We note that while we report as one segment, our Reports of Operations on pages 28 and 29 of our 2007 Form 10-K includes net operating revenues and operating results by property. On a monthly basis, the principal report provided to our chief operating decision maker (as defined by SFAS 131) includes the net operating results and overall operating results of the Company, with supporting information by casino property. Furthermore, Management’s Discussion and Analysis in our 2007 Form 10-K includes discussion of each property’s operating results by line item where material to the results of the entity as a whole.
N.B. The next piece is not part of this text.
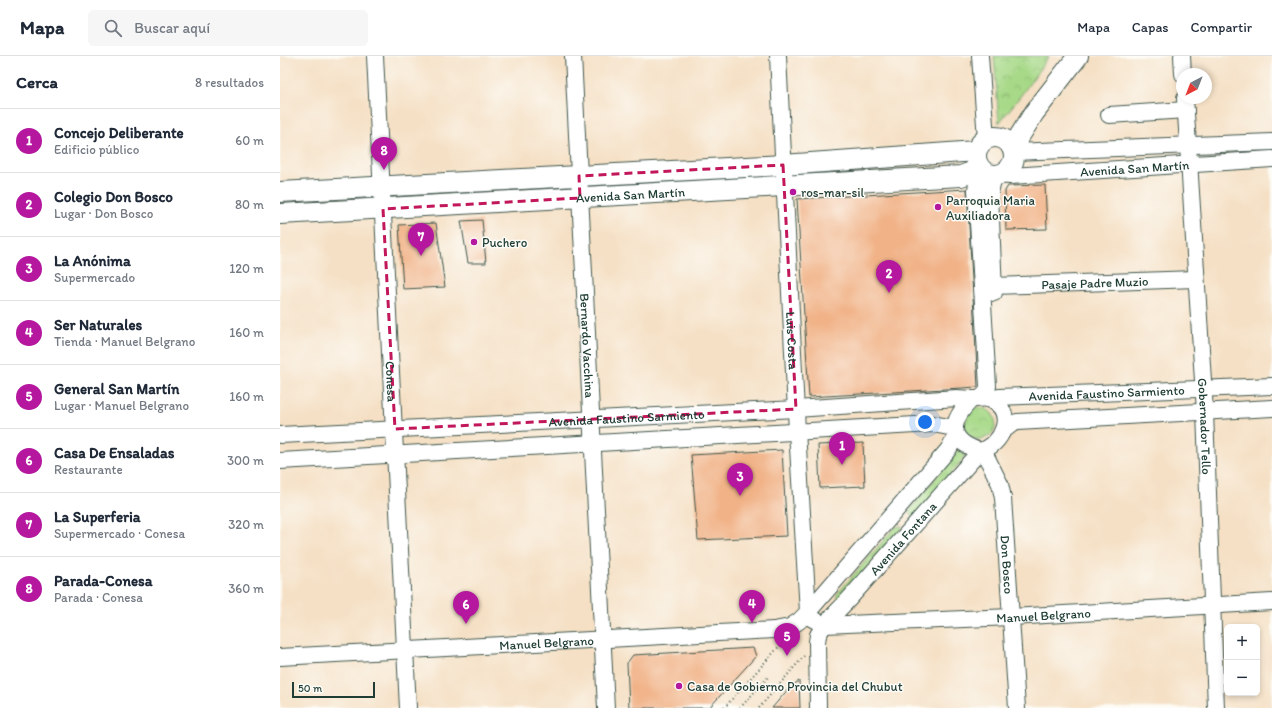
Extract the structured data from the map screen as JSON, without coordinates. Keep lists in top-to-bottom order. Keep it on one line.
{"streets":{"main road":["Avenida San Martín"],"street":["Pasaje Padre Muzio","Luis Costa","Bernardo Vacchina","Conesa","Avenida Faustino Sarmiento","Gobernador Tello","Avenida Fontana","Don Bosco","Manuel Belgrano"]},"crossings":[["Avenida San Martín","Luis Costa"],["Avenida San Martín","Bernardo Vacchina"],["Avenida San Martín","Conesa"],["Avenida San Martín","Gobernador Tello"],["Pasaje Padre Muzio","Gobernador Tello"],["Luis Costa","Avenida Faustino Sarmiento"],["Luis Costa","Avenida Fontana"],["Luis Costa","Manuel Belgrano"],["Bernardo Vacchina","Avenida Faustino Sarmiento"],["Bernardo Vacchina","Manuel Belgrano"],["Conesa","Avenida Faustino Sarmiento"],["Conesa","Manuel Belgrano"],["Avenida Faustino Sarmiento","Gobernador Tello"],["Avenida Faustino Sarmiento","Avenida Fontana"],["Avenida Faustino Sarmiento","Don Bosco"],["Gobernador Tello","Manuel Belgrano"],["Avenida Fontana","Don Bosco"],["Avenida Fontana","Manuel Belgrano"],["Don Bosco","Manuel Belgrano"]],"places":["ros-mar-sil","Parroquia Maria Auxiliadora","Puchero","Casa de Gobierno Provincia del Chubut"],"scale_bar":"50 m","north":"bottom left","page":{"header":"Mapa","search":"Buscar aquí","nav":["Mapa","Capas","Compartir"],"heading":["Cerca","8 resultados"],"list":[{"mark":"1","name":"Concejo Deliberante","note":"Edificio público","value":"60 m"},{"mark":"2","name":"Colegio Don Bosco","note":"Lugar · Don Bosco","value":"80 m"},{"mark":"3","name":"La Anónima","note":"Supermercado","value":"120 m"},{"mark":"4","name":"Ser Naturales","note":"Tienda · Manuel Belgrano","value":"160 m"},{"mark":"5","name":"General San Martín","note":"Lugar · Manuel Belgrano","value":"160 m"},{"mark":"6","name":"Casa De Ensaladas","note":"Restaurante","value":"300 m"},{"mark":"7","name":"La Superferia","note":"Supermercado · Conesa","value":"320 m"},{"mark":"8","name":"Parada-Conesa","note":"Parada · Conesa","value":"360 m"}],"pins":["8","7","2","1","3","4","6","5"],"map_buttons":["+","−"],"scale":"50 m"}}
In future filings, where applicable, we will disclose that prior period segment information has been restated to conform to the current year’s presentation in accordance with paragraphs 34-35 of SFAS No. 131.

2.  
See the paragraph discussion of your agreement with Newcastle Community Radio Station (“NCRS”). Please tell us the proposed accounting you will attribute to NCRS relocating its broadcasting studio to your casino in exchange for it advertising your hotel and resort in Newcastle. You response should address, if applicable, APB No. 29, “Accounting for Nonmonetary Transactions.”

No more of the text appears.